Le principe énoncé du
primat du bonheur commun ne s'oppose pas cependant aux droits de
l'individu au bonheur, mais le bonheur de l'individu ne sera pas
réglé par une norme subjectivement individuelle, arbitraire, mais
bien par une norme objectivement individuelle, c'est-à-dire
correspondant à un individu donné ou à sa situation. Chacun
recevra ce qui lui convient, et ainsi le tout sera beau. Les points
de vue individuel et universel, appuyé sur des prémisses
identiques, se rejoindront (4).
Aristote, lui
aussi, tout en rejetant les excès de l'universalisme de Platon,
comme la communauté des femmes et des biens, reconnaît comme Platon
dans le citoyen une partie constituante de l'État, dont le principe
fondamental est la concorde civique. Cela résulte indirectement de
la définition de l'État comme une communauté parfaite, et par là
même s'appuyant sur l'union de ses éléments et non sur leur
divergence (Polit. 1,
2, 1252 b, 27 sqq). Cette interprétation trouve une confirmation
directe dans le texte de la Politique, selon lequel l'union
des dirigeants et des dirigés, et donc l'État, doit se présenter
comme une totalité homogène formée de multiples parties (1, 5,
1254a, 27-31). Toutefois la concorde civique dans son rapport avec
l'État possède également chez Aristote une définition concrète
et même exhaustive : elle est dite un genre d'amitié qui signifie
l'unanimité des citoyens dans la question des intérêts communs,
l'aspiration vers les mêmes buts et la réalisation des décisions
prises en commun (Eth. ad Nic. IX, 6, 1167a, 26sqq ; VIII, 1,
1155a, 22). Chez Aristote, comme chez Socrate et
Platon, la concorde civique est au service du bien commun, but
supérieur de l'État (Pol. I, I, 1252a, 1 sq ; Eth. N.

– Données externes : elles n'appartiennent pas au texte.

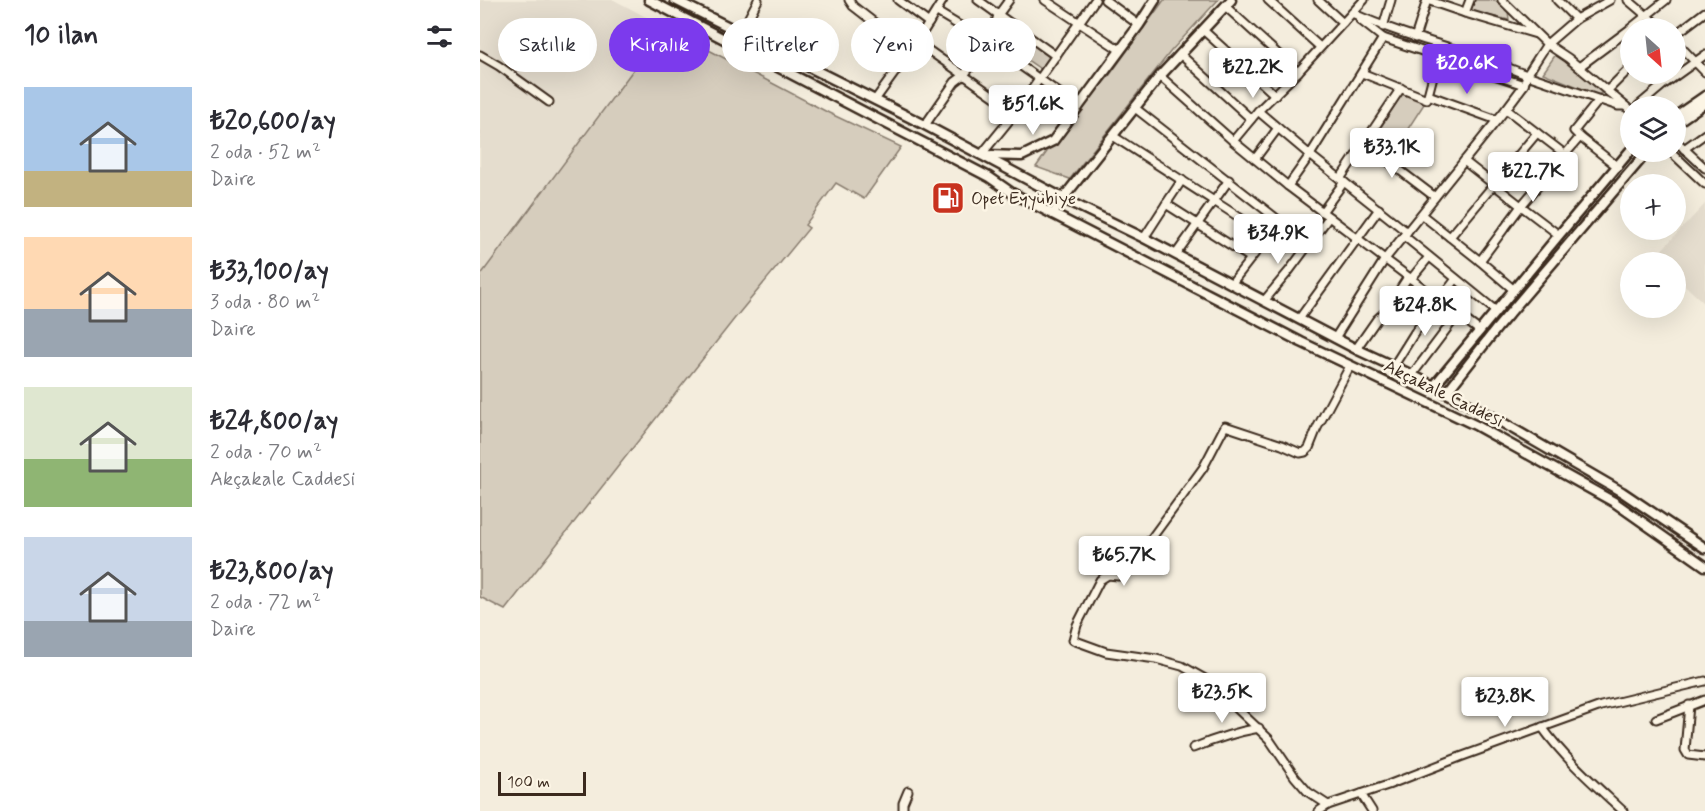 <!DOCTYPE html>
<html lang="tr">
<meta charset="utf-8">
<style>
body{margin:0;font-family:Mynerve,sans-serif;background:#f7f7f7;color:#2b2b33;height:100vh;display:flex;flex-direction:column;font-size:22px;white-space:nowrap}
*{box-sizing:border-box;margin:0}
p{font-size:20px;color:#7c7c81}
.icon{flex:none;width:33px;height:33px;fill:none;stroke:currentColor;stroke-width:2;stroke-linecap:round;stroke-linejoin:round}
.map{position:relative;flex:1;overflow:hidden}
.details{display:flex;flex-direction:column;background:#fff;width:480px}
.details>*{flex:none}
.banner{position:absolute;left:18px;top:18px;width:570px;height:54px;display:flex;gap:12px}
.needle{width:39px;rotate:153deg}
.tools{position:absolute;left:1140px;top:18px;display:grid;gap:12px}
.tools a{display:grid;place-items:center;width:66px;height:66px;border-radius:50%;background:#fff;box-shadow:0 6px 24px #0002;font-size:30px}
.scale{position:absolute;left:18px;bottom:15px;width:88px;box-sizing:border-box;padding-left:6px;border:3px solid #3b2a1e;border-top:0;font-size:16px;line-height:21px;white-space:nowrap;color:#3b2a1e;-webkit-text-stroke:4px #fcf5e5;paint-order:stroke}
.price{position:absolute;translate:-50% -51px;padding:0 14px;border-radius:6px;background:#fff;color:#222;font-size:20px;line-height:39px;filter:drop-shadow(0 2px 3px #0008)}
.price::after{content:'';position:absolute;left:50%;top:36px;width:18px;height:14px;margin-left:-9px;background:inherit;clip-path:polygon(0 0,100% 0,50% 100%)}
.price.current{background:#7c3aed;color:#fff}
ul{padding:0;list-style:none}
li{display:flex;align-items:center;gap:18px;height:150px;padding:0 24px}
li span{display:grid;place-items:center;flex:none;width:168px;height:120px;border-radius:0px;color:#555}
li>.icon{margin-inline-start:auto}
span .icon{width:72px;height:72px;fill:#fffc;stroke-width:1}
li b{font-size:26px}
h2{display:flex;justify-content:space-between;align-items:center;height:72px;padding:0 24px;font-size:26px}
.chip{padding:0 21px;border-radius:27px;background:#fff;box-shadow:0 6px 24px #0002;font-size:21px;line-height:54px}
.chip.current{background:#7c3aed;color:#fff}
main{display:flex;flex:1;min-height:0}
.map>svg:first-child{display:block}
.built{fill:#e5ddce}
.green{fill:#d6cdbd;stroke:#887c6e;stroke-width:1.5}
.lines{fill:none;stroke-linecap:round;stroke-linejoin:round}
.minor-casing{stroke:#3b2a1e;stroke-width:11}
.major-casing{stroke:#3b2a1e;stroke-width:13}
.minor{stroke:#fcf5e5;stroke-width:7}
.major{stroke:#fcf5e5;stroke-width:8}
.labels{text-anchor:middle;stroke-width:5;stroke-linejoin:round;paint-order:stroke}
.poi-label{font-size:18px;fill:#3b2a1e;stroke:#fcf5e5;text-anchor:start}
.street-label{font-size:18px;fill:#3b2a1e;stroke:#fcf5e5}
</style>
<main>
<section class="details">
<h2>10 ilan<svg class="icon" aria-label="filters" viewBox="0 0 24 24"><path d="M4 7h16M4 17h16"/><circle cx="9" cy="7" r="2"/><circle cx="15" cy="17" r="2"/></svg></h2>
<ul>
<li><span style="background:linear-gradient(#a9c7e8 70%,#c2b280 0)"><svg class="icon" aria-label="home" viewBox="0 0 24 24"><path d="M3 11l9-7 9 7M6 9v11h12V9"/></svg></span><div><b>₺20,600/ay</b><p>2 oda · 52 m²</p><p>Daire</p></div></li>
<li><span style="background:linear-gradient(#ffd9b3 60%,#9aa5b1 0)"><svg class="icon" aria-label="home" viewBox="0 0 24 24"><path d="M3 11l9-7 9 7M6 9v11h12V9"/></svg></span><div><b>₺33,100/ay</b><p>3 oda · 80 m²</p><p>Daire</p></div></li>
<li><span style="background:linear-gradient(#dfe7d0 60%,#8fb573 0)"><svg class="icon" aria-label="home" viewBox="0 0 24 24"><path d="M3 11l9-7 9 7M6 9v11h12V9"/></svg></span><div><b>₺24,800/ay</b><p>2 oda · 70 m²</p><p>Akçakale Caddesi</p></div></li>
<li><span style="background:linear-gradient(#c9d6e8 70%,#9aa5b1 0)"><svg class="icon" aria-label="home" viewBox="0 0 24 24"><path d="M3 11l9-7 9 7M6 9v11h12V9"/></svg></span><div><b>₺23,800/ay</b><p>2 oda · 72 m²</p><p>Daire</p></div></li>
</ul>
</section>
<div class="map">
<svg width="1225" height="811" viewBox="0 0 1225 811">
<rect width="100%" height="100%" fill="#f4eddd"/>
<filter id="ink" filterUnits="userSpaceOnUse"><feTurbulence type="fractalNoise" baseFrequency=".0167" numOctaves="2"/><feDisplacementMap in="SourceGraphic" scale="12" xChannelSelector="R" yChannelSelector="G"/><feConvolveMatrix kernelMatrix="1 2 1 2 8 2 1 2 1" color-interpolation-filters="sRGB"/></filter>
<g filter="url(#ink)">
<g class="built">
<polygon points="0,0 134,0 185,27 0,276"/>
<polygon points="1225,204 1225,304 1196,277 1196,262 1179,262 1174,258"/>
</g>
<g class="green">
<polygon points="684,0 738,0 691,51 590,179 556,167 584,128 629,76"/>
<polygon points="993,0 1014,0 1028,11 1029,20 989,11"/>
<polygon points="185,27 349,113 421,147 384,199 356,183 325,225 329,228 255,318 25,610 0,597 0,276"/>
<polygon points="526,27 570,57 562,70 518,40"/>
<polygon points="1076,54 1123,92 1118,95 1063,73"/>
<path d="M922,94c8,0 18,4 22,10l-24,37 15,12 -4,5 -20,-14 -8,10 -13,-10z"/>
</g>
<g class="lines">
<defs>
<g id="minor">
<polyline points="369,0 373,6 431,51"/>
<polyline points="418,0 449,23"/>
<polyline points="498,0 576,56"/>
<polyline points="565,0 640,50"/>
<polyline points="625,0 659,25"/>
<polyline points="788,0 840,47"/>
<polyline points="838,0 863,23"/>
<polyline points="947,0 985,13 1056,34"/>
<polyline points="1022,0 1067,44 1088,58 1150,110"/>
<polyline points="1077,0 1096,19"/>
<polyline points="1130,0 1096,19 1067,44 1047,75 1138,106 1145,106"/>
<polyline points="1148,0 1181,28"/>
<polyline points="745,6 818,72"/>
<polyline points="457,12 510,44 599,107"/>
<polyline points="985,13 990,0"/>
<polyline points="880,20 903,38 1044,85"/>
<polyline points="903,27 911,0"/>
<polyline points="1151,28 1186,0"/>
<polyline points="723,30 795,95"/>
<polyline points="260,34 278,0"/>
<polyline points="1196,34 1225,12"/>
<polyline points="903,38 830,155 927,232"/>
<polyline points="935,38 947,0"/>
<polyline points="437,42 536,112"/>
<polyline points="1196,42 1225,72"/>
<polyline points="700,54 771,119"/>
<polyline points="0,55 19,66 69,102"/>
<polyline points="1099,67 1150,29"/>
<polyline points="882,73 947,99 958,57"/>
<polyline points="680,76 753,141 778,111 818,72 884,0"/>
<polyline points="1128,90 1150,68"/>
<polyline points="948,95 1017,120"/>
<polyline points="395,100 437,42 463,0"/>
<polyline points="1158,106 1183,85 1225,55"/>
<polyline points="655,108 829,244 849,217"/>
<polyline points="1026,109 1086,155"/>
<polyline points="778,111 798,128"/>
<polyline points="445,125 475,82 483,76 510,44 518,15 529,0"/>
<polyline points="633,136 734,201 749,180"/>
<polyline points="1100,137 1094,131 1119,100"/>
<polyline points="753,141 775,159 798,128 830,155 808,186"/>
<polyline points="1196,141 1225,168"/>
<polyline points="884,143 955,197"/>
<polyline points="1204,149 1225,134"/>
<polyline points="1191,152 1225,184"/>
<polyline points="501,155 536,112 615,0"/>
<polyline points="775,159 808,186 1000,331"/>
<polyline points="984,161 1041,206 1000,261"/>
<polyline points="860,179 921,88"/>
<polyline points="702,180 686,204 771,258"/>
<polyline points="842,212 864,182"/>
<polyline points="942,215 1000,261 1034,290"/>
<polyline points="1079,235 1041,206 1100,137 1138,167"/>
<polyline points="924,236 1016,311"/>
<polyline points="970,237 1057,133"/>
<polyline points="664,238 686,204"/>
<polyline points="696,254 734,201 788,236"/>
<polyline points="931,279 949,257"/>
<polyline points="751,284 800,221"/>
<polyline points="784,301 809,271 829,244"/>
<polyline points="819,319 899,209"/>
<path d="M855,338l50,-79 121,-150 18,-24 3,-10c-19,-7 -37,-15 -57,-21 -41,-13 -78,-23 -118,-41"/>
<polyline points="876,349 897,319 906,311 928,277"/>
<polyline points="913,367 935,332 976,279"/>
<polyline points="932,375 978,314"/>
<polyline points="1209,705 1205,750 1208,755 1225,757"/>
<polyline points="1176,719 1225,700"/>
<path d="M1062,727c23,32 52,57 81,84"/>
<path d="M713,748c22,-9 43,-16 66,-20"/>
<polyline points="881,794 892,811"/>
<polyline points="848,805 828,792 815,777 789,739 727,680 702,666 676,659 626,652 593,640 597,625 620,580 628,575 638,576 646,573 723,468 745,426 802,445 820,453 825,452 829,448 837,428 870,366"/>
<polyline points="423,811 423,803 428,791"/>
<polyline points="839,811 848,805 908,785 980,757 1121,706 1225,681"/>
</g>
<g id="major">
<polyline points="169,0 509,177 532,193 821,342 997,426 1134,502 1225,566"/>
<polyline points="195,0 445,125 590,202 664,238 876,349 932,375 1011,416 1142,492 1225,548"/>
<polyline points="1196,116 1225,96"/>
<polyline points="1196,123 1225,103"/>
<polyline points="505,155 542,156 573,141 659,25 675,0"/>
<polyline points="573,214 584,197 680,76 751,0"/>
<polyline points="954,386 1079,235 1150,151"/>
<polyline points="966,393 1017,328 1167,152"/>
</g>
</defs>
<use href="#minor" class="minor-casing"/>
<use href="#major" class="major-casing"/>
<use href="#minor" class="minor"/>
<use href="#major" class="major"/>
</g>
</g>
<defs>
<symbol id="fuel-square" viewBox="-11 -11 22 22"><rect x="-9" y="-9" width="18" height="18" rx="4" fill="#c8321e" stroke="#fcf5e5"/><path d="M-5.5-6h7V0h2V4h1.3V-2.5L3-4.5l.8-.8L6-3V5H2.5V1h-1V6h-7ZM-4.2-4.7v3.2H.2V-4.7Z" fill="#fff"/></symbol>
</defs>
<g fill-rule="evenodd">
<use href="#fuel-square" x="449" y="179" width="38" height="38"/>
</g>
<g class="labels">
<g class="poi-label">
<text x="491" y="204">Opet Eyyübiye</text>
</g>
<g class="street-label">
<text transform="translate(964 393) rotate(26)" y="6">Akçakale Caddesi</text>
</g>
</g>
</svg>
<div class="tools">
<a><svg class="needle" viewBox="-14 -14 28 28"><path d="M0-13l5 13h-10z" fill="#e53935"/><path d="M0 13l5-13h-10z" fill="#7c7c81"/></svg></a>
<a><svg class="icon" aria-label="layers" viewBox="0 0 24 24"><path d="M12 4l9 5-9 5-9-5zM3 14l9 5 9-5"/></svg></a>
<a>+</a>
<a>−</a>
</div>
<div class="scale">100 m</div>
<b class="price current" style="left:987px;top:95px">₺20.6K</b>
<b class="price" style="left:773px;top:99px">₺22.2K</b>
<b class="price" style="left:553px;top:136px">₺51.6K</b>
<b class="price" style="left:912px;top:179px">₺33.1K</b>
<b class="price" style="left:1053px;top:203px">₺22.7K</b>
<b class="price" style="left:798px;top:265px">₺34.9K</b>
<b class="price" style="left:945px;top:337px">₺24.8K</b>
<b class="price" style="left:644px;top:587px">₺65.7K</b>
<b class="price" style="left:742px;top:724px">₺23.5K</b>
<b class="price" style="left:1025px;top:728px">₺23.8K</b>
<div class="banner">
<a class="chip">Satılık</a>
<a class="chip current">Kiralık</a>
<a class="chip">Filtreler</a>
<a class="chip">Yeni</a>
<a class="chip">Daire</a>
</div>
</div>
</main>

VIII, 11, 1160a ; I, I, 1094b, 8 et 20 sqq).
Le stoïcisme grec, tout
imprégné des idées de l'unité de l'esprit, de la nature, du
logos, créait des conditions favorables à la construction de la
théorie politique de la concorde civique. Parmi ses représentants
romains, Cicéron admet que, comme dans l'harmonie de la
musique, ainsi dans l'État, la concorde civique est le lien le plus
sûr de l'ensemble (Rep., II, 42, 69) ; Marc Aurèle,
admettant le principe de l'unité métaphysique de l'univers, en fait
découler l'unité entre les citoyens d'un État donné, et aussi
entre toutes les personnes raisonnables de l'espèce humaine (5).
III. L'enseignement de
l'Église
Tandis que le monde
antique mettait l'accent sur un seul facteur du développement social
: la collectivité, l'ensemble, l'État, le christianisme élève
indiscutablement la valeur de l'individu, valeur résultant de sa
relation individuelle avec Dieu. C'est dans ces limites qu'est
acceptée et que continue à se développer la théorie
traditionnelle et universaliste du monde classique en ce qui concerne
la concorde civique et le bien commun.
La source principale du
christianisme, les Évangiles, bien que portant peu
d'attention au domaine juridico-politique, trouve des mots expressifs
qui montrent les effets menaçants pour l'État des querelles, et qui
par là même recommandent l'union et la concorde civique : « Tout
royaume divisé contre lui-même sera désolé, et toute ville ou
maison divisée contre elle-même ne pourra subsister ». (Math.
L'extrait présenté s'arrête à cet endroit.